**** Listed entries ****

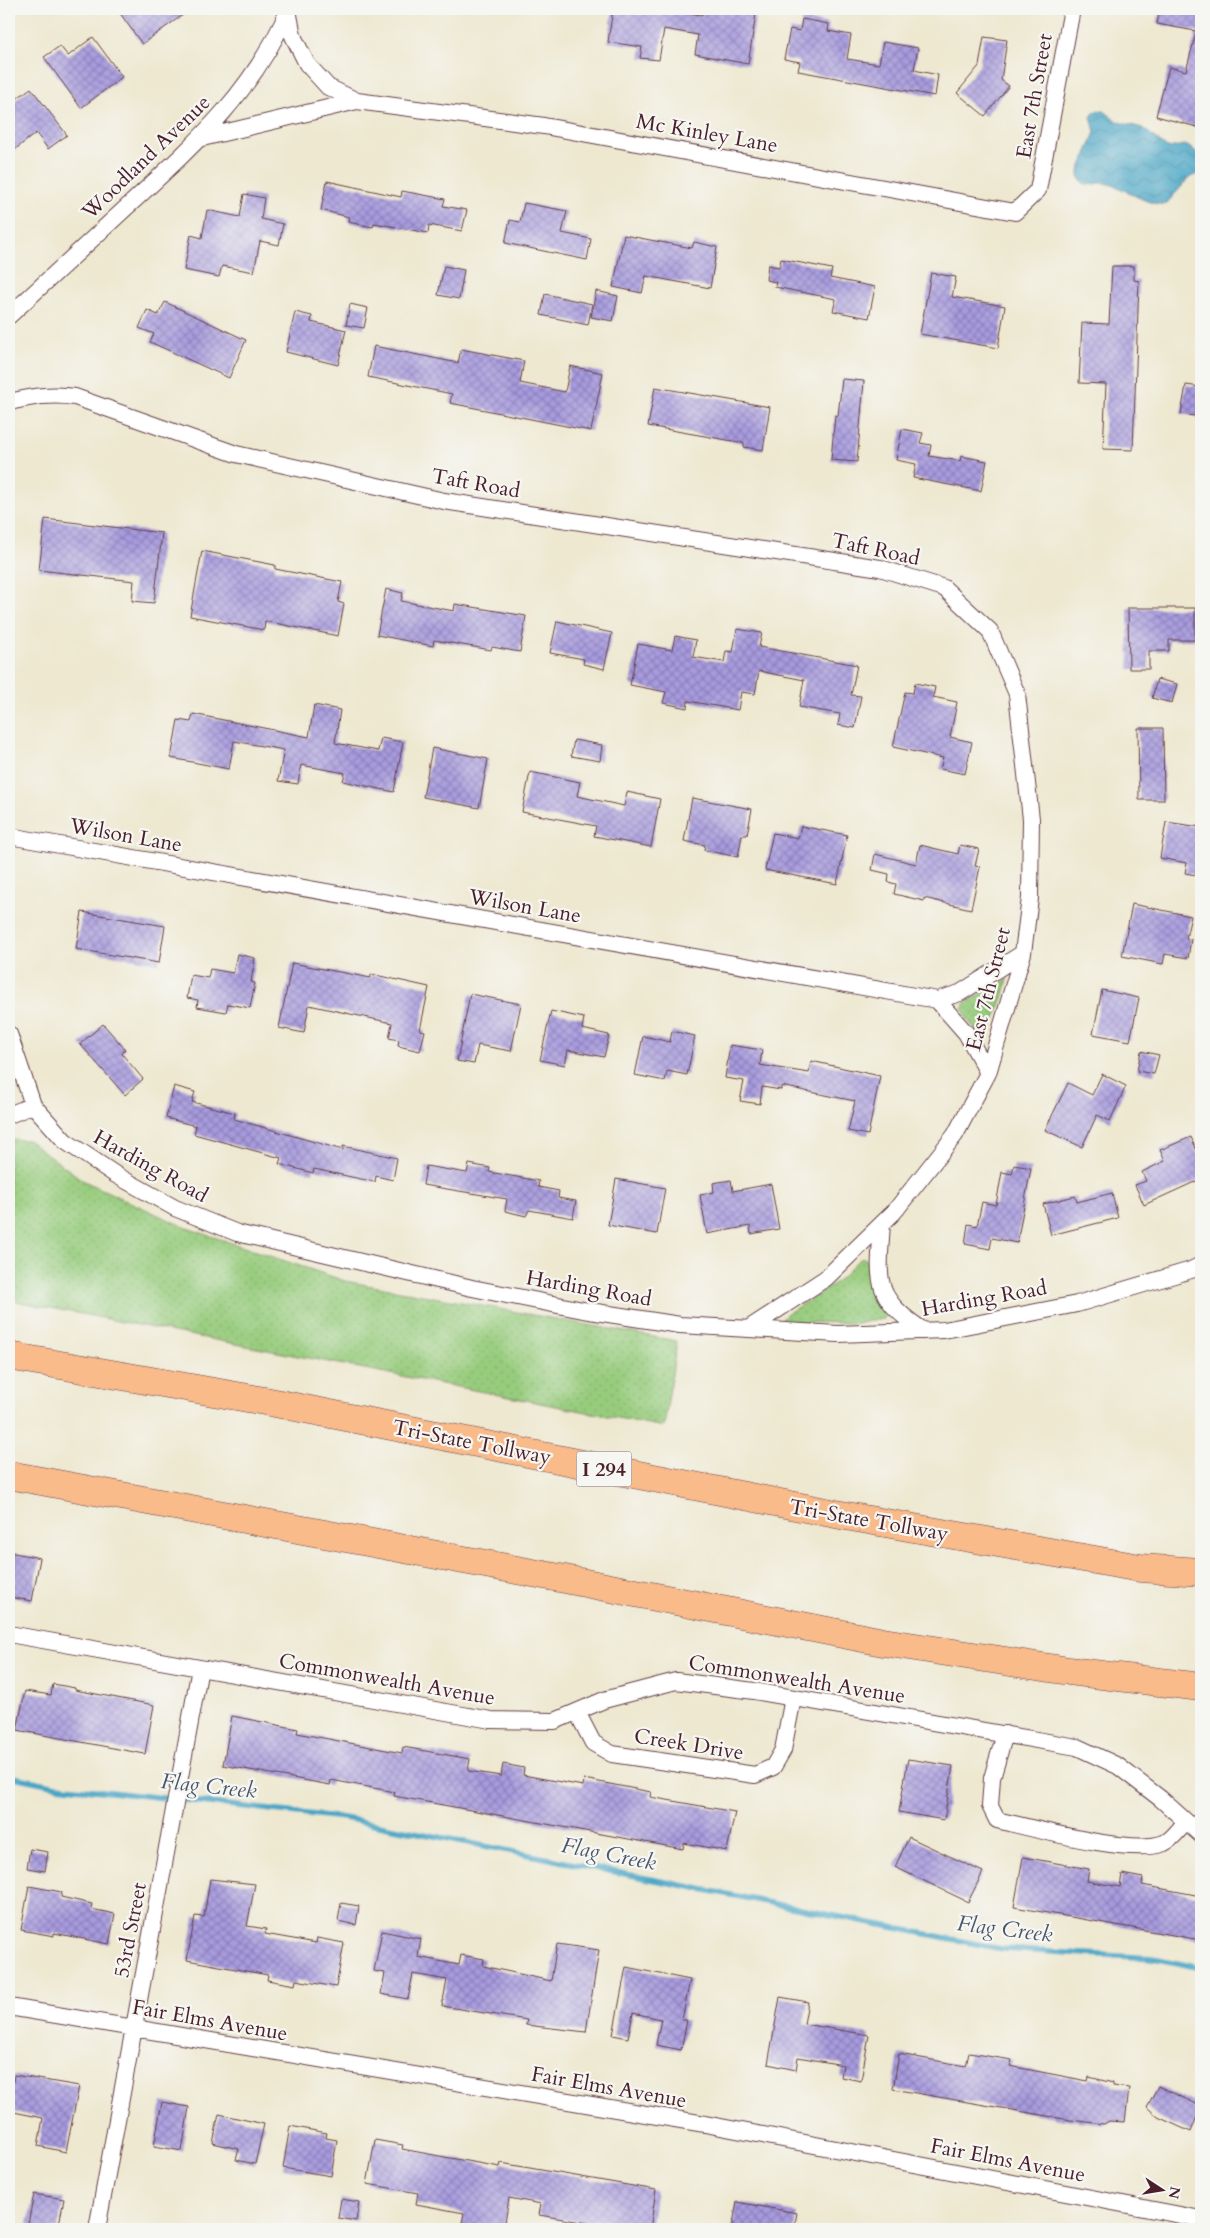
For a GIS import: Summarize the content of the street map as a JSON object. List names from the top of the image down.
{
  "streets": {
    "highway": ["Tri-State Tollway", "I 294"],
    "street": [
      "East 7th Street",
      "Mc Kinley Lane",
      "Woodland Avenue",
      "Taft Road",
      "Wilson Lane",
      "Harding Road",
      "Commonwealth Avenue",
      "Creek Drive",
      "53rd Street",
      "Fair Elms Avenue"
    ]
  },
  "crossings": [
    ["East 7th Street", "Mc Kinley Lane"],
    ["East 7th Street", "Taft Road"],
    ["East 7th Street", "Wilson Lane"],
    ["East 7th Street", "Harding Road"],
    ["Mc Kinley Lane", "Woodland Avenue"],
    ["Commonwealth Avenue", "Creek Drive"],
    ["Commonwealth Avenue", "53rd Street"],
    ["53rd Street", "Fair Elms Avenue"]
  ],
  "water": ["Flag Creek"],
  "north": "right"
}
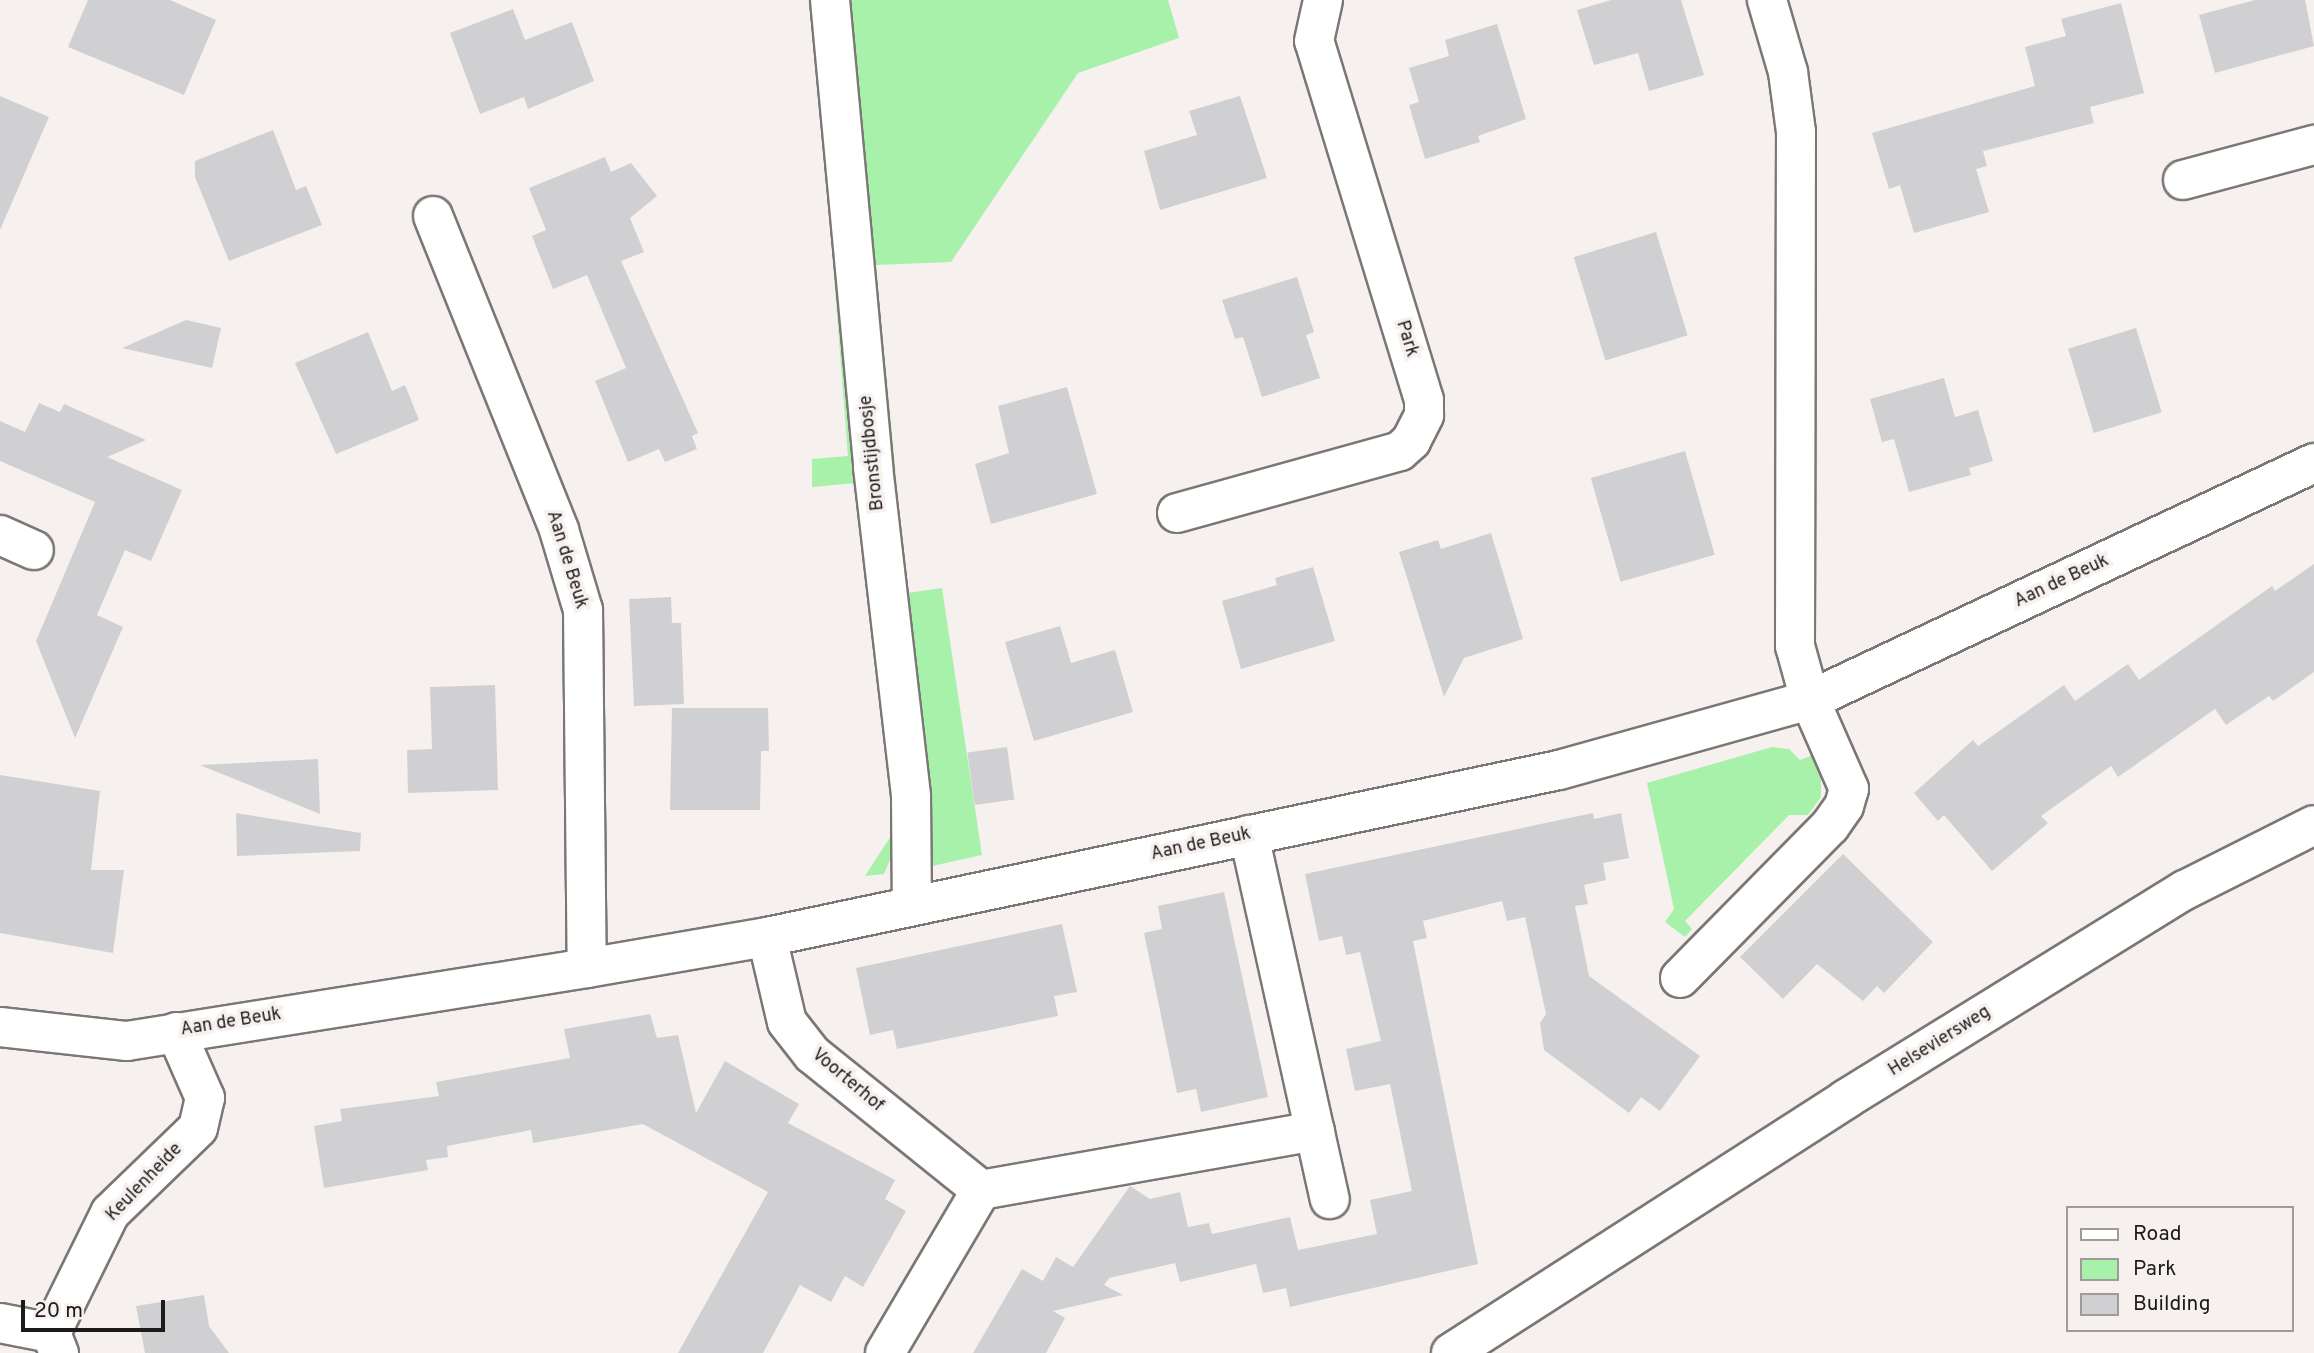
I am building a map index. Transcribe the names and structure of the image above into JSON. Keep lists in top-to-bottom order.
{
  "streets": {
    "street": [
      "Park",
      "Bronstijdbosje",
      "Aan de Beuk",
      "Helseviersweg",
      "Voorterhof",
      "Keulenheide"
    ]
  },
  "crossings": [
    ["Bronstijdbosje", "Aan de Beuk"],
    ["Aan de Beuk", "Voorterhof"],
    ["Aan de Beuk", "Keulenheide"]
  ],
  "legend": ["Road", "Park", "Building"],
  "scale_bar": "20 m"
}
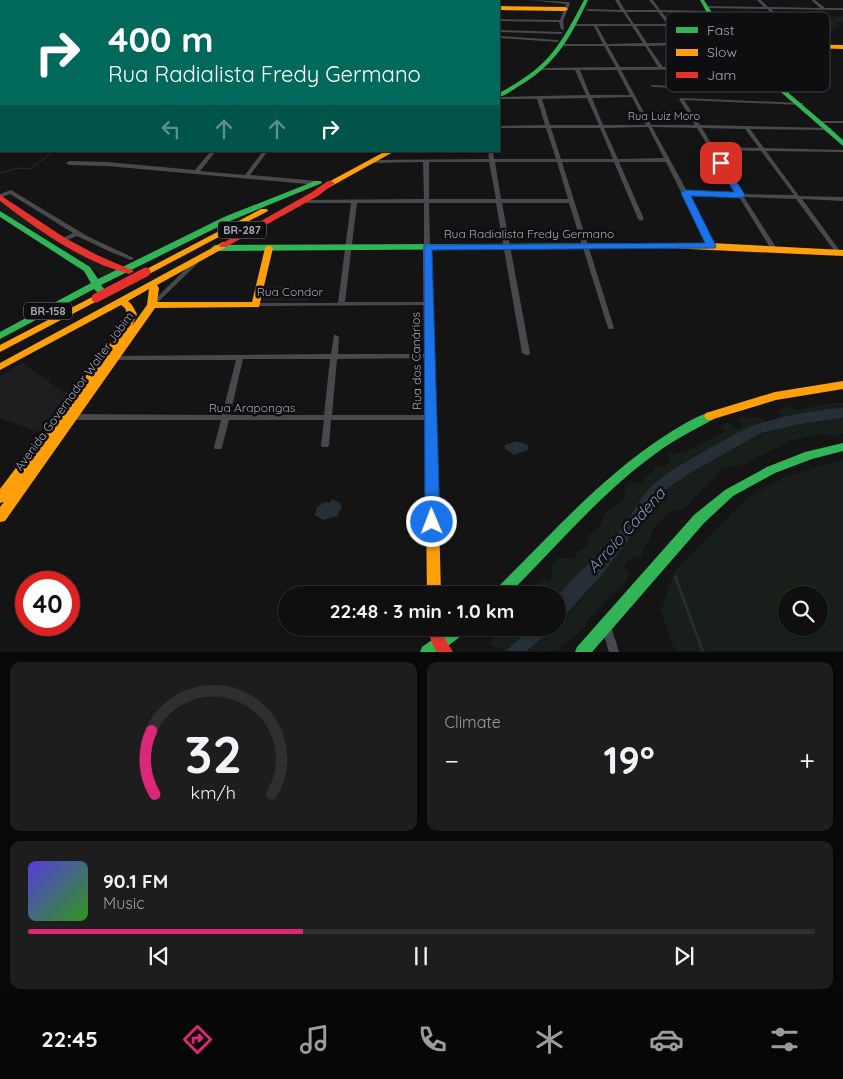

****

▶ _Work request_
Transcribe every entry word for word, but skip the pictures.

▶ _Task output_
For a GIS import: Summarize the content of the street map as a JSON object. List names from the top of the image down.
{
  "streets": {
    "highway": ["Tri-State Tollway", "I 294"],
    "street": [
      "East 7th Street",
      "Mc Kinley Lane",
      "Woodland Avenue",
      "Taft Road",
      "Wilson Lane",
      "Harding Road",
      "Commonwealth Avenue",
      "Creek Drive",
      "53rd Street",
      "Fair Elms Avenue"
    ]
  },
  "crossings": [
    ["East 7th Street", "Mc Kinley Lane"],
    ["East 7th Street", "Taft Road"],
    ["East 7th Street", "Wilson Lane"],
    ["East 7th Street", "Harding Road"],
    ["Mc Kinley Lane", "Woodland Avenue"],
    ["Commonwealth Avenue", "Creek Drive"],
    ["Commonwealth Avenue", "53rd Street"],
    ["53rd Street", "Fair Elms Avenue"]
  ],
  "water": ["Flag Creek"],
  "north": "right"
}
I am building a map index. Transcribe the names and structure of the image above into JSON. Keep lists in top-to-bottom order.
{
  "streets": {
    "street": [
      "Park",
      "Bronstijdbosje",
      "Aan de Beuk",
      "Helseviersweg",
      "Voorterhof",
      "Keulenheide"
    ]
  },
  "crossings": [
    ["Bronstijdbosje", "Aan de Beuk"],
    ["Aan de Beuk", "Voorterhof"],
    ["Aan de Beuk", "Keulenheide"]
  ],
  "legend": ["Road", "Park", "Building"],
  "scale_bar": "20 m"
}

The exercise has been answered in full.